心霊の文化史

心霊の文化史---スピリチュアルな英国近代 (河出ブックス)

心霊の文化史---スピリチュアルな英国近代 (河出ブックス)


 変なラインナップを誇る新創刊レーベル「河出ブックス」の一冊。

 自然界には目には見えない特殊な電波が飛び交っていて、そいつが僕らの魂を〜云々の「メスメリズム」
 氏や育ちや性格や知性は顔相に出るから、一番優れた顔相持ってる僕ら白人が最強だよね!な「骨相学」
 流行りの降霊術と東洋思想を駆使して信者を集めた19世紀イギリス版細木数子ブラヴァツキー夫人率いる「神智学」
 現代において疑似科学・オカルトという烙印を押され封殺されているこれら学問や思想の影響力を論じた一冊。

 本書を読めば、これらの考えが別に全然無駄なものだったわけではなく、詩人・イエイツや心理学者ユング、近代都市計画の祖エベネーザー・ハワードなどの思想に大きな影響を与え、しっかりと現代に続く文化・科学の流れの一部になっていることがわかる。

 ただ、この本で取り上げられているのは基本的には心霊主義の作りだした「成功例」の話である。
 確かにイエイツはノーベル賞取ったし、心理学といえばユングである。
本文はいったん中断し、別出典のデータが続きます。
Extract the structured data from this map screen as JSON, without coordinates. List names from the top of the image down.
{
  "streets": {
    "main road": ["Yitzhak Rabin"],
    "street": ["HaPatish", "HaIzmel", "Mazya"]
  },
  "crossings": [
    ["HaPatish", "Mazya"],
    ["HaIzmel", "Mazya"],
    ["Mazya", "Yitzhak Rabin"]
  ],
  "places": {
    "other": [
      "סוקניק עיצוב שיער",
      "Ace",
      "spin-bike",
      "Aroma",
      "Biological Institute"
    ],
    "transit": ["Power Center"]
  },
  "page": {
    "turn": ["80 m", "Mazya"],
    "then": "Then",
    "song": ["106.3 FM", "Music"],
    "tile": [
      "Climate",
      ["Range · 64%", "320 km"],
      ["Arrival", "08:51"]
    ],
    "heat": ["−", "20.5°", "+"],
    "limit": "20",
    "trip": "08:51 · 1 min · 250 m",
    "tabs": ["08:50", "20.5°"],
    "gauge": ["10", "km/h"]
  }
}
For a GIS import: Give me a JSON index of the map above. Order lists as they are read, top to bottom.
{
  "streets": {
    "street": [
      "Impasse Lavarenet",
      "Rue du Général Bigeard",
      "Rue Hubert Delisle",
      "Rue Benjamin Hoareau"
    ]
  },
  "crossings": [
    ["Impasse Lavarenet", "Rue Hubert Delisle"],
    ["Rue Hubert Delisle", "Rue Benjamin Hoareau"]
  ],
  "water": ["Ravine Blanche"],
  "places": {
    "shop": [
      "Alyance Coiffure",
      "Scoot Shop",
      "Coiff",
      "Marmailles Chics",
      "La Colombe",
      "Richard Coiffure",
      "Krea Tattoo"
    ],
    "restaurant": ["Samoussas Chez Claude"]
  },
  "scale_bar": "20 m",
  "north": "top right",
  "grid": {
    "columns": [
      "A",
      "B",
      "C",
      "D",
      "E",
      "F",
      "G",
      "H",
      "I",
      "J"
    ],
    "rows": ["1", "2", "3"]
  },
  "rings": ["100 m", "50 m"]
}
奴らはすごい。でも、僕は個人的にはこの時代の心霊主義ブームの面白さは「失敗例」の方にこそあるように思う。神智学会や黄金の夜明け団の内部抗争や、エセ霊媒師達の活躍とそれに騙された心霊科学者の末路には、「成功例」にはない親しみや現実感を感じてしまう。僕があの頃のイギリスにいたら、現代に残る成功なんかしなかっただろうけど、周りがすごいって言ってる霊媒師に騙される自信ならある。絶対に家庭用ヴェジャ盤とか買う。

 一般人や知識階級も含め社会の中で当たり前のように信じられてきたことが、実はニセモノだったなんてことが、科学的なこと現実的なことを旗印にしていた近代において起こったのだ。凄い間抜けで、かなり怖い話だ。効果があるから、偉い科学者が言ってるからホントだなんていう僕の思考は、19世紀の心霊主義ドップリのイングリッシュ・ピープルと同じなのだ。
 だから、後世、あいつらあんなもん信じてたんだぜと子孫に後ろ指さされる時代が来るかもしれないことを、覚悟しておこうと思う。